Exercise prompt: Every line containing the word "legend" must be pulled from the records.
___ Given entries
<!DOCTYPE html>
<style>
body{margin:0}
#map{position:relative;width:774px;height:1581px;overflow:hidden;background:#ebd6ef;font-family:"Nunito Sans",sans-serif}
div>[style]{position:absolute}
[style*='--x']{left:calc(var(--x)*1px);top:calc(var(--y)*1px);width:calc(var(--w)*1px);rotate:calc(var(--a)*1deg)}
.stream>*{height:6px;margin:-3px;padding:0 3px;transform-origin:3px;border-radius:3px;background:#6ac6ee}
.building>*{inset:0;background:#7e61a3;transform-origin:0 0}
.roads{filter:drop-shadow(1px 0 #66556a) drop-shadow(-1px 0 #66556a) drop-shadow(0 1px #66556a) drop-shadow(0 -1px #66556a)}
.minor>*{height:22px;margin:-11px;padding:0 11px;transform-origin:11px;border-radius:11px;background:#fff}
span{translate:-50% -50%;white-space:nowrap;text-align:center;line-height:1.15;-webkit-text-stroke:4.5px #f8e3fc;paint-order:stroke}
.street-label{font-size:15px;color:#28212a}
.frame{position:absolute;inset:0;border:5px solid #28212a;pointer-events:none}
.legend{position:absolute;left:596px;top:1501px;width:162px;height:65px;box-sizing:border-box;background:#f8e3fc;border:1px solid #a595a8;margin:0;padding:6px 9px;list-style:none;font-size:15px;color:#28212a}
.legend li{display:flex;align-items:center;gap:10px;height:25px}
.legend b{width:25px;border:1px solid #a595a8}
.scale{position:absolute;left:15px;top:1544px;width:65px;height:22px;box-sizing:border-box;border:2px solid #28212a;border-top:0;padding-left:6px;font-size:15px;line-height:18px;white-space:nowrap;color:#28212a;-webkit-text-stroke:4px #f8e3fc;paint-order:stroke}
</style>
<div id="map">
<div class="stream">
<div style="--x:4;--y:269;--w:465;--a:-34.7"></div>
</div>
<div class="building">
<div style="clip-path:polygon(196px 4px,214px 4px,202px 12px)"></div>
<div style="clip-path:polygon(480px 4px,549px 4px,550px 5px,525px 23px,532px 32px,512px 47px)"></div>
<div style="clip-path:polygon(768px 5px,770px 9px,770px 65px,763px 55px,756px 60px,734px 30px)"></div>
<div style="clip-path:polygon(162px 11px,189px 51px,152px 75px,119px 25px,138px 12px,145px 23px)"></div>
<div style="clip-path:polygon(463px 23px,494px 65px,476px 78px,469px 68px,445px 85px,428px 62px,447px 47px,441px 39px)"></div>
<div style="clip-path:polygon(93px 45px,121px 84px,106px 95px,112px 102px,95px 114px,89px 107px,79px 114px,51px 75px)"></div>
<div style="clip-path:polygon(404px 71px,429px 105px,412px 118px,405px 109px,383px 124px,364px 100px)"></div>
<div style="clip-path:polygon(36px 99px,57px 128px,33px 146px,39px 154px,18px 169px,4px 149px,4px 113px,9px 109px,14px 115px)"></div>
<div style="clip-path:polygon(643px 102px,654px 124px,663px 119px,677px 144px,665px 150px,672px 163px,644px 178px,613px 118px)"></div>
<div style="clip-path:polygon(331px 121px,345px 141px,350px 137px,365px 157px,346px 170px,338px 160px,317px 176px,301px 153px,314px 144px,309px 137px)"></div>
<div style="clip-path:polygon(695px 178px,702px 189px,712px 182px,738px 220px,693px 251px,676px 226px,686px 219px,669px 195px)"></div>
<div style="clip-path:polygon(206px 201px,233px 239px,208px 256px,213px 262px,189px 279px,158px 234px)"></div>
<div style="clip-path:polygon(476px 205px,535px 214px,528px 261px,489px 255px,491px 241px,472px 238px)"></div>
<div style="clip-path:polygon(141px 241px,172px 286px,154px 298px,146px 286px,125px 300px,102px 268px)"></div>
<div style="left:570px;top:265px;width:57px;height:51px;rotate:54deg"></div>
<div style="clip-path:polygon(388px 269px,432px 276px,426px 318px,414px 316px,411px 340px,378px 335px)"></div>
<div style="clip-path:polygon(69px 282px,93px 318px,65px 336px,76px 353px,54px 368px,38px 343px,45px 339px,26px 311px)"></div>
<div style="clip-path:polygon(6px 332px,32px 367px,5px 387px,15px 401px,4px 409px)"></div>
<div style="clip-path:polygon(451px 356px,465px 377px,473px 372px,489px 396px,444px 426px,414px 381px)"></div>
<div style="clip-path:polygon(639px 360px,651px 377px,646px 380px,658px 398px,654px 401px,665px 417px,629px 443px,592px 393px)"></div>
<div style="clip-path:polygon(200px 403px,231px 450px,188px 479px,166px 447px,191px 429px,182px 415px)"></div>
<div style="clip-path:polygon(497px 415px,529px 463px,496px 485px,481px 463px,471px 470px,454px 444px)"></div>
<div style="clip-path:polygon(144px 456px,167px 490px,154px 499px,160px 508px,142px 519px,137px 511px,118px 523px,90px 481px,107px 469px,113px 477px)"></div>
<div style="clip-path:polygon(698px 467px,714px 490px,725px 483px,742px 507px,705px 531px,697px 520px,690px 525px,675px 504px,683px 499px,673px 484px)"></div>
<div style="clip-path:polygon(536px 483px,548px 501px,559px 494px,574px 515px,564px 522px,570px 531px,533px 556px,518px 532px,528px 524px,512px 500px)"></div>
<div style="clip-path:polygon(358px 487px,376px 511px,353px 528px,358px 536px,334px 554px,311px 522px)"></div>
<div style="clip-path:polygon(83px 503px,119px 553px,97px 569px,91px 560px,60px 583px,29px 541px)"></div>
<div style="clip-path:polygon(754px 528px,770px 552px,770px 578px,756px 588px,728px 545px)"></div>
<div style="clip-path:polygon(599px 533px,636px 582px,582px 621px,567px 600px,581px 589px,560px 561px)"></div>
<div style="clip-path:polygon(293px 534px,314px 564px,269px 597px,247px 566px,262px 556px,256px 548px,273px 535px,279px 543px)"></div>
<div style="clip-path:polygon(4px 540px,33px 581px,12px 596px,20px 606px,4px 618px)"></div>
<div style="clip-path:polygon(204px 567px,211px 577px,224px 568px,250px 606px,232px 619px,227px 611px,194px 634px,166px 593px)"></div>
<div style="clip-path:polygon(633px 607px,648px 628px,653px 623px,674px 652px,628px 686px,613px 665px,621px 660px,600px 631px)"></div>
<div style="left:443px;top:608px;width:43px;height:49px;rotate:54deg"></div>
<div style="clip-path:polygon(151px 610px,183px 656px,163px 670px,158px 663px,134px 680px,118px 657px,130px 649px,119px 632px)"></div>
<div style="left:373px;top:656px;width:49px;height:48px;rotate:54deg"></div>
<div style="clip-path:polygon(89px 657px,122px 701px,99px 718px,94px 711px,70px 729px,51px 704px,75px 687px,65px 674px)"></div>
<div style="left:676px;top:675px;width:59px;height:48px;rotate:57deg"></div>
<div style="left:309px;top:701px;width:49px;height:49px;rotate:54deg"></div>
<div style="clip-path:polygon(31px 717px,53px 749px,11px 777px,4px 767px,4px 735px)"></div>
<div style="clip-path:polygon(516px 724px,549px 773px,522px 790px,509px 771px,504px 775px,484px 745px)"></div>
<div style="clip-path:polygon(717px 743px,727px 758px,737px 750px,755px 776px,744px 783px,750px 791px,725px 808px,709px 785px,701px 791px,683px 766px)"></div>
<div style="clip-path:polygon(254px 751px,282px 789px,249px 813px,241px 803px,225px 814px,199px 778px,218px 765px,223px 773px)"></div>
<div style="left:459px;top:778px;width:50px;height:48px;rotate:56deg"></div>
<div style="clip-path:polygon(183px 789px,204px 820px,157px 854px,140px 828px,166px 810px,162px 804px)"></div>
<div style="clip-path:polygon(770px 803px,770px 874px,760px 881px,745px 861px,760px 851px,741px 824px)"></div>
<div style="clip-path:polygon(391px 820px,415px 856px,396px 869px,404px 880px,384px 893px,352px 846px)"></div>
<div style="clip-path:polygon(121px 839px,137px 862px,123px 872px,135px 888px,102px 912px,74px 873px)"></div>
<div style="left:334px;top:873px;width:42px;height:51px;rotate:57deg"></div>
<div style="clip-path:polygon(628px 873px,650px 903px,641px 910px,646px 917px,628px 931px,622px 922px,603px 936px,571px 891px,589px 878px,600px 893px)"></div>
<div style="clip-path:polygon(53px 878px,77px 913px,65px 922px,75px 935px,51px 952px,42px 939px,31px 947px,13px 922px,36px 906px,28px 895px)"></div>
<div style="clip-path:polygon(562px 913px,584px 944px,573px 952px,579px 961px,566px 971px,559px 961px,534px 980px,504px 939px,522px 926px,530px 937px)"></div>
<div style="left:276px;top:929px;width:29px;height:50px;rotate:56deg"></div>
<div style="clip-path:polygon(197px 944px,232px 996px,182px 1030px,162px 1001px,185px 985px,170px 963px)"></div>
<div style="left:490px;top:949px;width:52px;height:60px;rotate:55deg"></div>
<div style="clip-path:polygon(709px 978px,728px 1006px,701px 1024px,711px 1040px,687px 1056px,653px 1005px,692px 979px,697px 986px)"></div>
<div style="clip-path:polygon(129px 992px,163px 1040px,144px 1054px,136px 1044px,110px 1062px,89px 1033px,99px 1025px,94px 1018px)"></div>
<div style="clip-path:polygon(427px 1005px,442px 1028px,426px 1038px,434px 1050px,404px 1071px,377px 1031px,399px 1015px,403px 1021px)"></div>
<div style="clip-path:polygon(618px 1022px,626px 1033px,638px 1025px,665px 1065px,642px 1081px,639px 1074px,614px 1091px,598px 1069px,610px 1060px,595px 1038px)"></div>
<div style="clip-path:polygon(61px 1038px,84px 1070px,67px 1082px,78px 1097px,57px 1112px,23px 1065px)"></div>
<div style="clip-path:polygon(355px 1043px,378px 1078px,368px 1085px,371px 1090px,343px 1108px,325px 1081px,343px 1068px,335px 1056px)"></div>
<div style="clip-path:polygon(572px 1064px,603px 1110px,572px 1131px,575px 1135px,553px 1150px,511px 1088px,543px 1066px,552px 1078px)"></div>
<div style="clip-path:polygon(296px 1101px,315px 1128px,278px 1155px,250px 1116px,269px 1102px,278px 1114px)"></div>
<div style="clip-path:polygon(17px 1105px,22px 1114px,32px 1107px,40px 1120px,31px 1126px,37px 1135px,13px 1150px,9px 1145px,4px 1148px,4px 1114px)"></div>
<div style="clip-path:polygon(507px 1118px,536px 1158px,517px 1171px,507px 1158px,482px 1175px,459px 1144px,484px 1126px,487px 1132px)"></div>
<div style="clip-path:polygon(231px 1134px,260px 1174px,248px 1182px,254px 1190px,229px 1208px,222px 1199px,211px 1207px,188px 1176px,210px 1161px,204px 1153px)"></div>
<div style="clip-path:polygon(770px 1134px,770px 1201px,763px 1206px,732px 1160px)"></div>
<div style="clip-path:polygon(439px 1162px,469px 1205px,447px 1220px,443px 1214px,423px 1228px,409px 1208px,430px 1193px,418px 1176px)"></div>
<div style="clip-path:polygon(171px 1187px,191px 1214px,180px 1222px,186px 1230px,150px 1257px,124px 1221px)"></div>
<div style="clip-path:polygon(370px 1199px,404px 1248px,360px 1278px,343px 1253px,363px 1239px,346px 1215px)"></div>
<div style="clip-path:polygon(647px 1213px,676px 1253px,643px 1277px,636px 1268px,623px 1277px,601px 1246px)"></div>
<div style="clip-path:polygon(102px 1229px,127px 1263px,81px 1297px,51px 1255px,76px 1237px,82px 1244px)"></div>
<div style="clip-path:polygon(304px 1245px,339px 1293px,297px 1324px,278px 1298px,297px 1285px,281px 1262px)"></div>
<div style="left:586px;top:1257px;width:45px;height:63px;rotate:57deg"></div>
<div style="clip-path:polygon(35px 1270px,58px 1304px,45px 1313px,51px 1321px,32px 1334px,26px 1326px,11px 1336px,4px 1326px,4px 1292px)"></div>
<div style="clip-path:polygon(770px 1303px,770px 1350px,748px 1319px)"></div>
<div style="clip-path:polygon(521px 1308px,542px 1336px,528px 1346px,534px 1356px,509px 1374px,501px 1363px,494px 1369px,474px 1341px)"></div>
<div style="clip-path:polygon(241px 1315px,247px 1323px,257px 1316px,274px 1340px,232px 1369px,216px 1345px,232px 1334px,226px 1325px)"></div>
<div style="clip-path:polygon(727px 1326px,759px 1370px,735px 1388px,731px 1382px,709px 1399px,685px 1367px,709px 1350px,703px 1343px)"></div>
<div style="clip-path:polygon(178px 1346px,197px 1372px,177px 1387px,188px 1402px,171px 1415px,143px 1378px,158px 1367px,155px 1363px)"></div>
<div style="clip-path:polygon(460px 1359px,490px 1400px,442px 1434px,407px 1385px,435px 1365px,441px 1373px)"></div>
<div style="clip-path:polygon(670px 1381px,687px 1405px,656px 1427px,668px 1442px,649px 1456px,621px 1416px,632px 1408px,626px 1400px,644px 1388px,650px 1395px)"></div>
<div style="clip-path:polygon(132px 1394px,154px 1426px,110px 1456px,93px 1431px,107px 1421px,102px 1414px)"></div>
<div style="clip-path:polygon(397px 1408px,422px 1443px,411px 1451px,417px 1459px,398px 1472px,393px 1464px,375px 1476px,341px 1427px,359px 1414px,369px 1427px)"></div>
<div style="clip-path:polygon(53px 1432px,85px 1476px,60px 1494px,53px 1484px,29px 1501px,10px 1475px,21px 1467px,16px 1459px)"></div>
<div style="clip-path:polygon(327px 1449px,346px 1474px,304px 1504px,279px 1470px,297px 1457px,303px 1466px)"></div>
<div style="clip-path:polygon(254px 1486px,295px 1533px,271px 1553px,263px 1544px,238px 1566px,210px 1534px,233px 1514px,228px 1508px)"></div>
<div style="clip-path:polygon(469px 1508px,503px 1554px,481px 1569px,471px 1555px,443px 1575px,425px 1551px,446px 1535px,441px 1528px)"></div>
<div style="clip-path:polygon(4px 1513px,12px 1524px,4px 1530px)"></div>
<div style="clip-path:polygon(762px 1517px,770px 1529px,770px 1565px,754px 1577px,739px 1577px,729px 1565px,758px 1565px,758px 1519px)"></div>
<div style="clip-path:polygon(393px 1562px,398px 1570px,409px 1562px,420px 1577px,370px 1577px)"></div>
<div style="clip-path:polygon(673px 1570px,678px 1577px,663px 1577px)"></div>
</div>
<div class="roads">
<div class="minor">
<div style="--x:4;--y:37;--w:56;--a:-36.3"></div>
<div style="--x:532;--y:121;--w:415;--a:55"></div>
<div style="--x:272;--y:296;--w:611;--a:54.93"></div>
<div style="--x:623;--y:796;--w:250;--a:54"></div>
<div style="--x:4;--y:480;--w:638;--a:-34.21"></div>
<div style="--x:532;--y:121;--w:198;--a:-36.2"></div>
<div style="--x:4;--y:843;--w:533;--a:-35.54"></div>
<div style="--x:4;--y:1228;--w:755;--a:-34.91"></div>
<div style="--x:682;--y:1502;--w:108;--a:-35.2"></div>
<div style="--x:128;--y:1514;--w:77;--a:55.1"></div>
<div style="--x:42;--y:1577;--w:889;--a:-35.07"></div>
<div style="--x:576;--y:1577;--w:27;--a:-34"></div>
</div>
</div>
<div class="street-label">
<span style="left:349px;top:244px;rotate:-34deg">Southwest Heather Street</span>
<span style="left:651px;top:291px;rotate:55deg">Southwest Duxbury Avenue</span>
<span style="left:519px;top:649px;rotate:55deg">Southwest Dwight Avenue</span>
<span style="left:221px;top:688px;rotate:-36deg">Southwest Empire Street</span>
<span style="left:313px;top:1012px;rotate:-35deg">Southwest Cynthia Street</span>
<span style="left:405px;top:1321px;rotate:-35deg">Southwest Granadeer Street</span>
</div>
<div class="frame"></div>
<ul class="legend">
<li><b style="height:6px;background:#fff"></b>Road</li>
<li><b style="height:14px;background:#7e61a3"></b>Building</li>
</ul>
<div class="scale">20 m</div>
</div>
______
Exercise solution:
.legend{position:absolute;left:596px;top:1501px;width:162px;height:65px;box-sizing:border-box;background:#f8e3fc;border:1px solid #a595a8;margin:0;padding:6px 9px;list-style:none;font-size:15px;color:#28212a}
.legend li{display:flex;align-items:center;gap:10px;height:25px}
.legend b{width:25px;border:1px solid #a595a8}
<ul class="legend">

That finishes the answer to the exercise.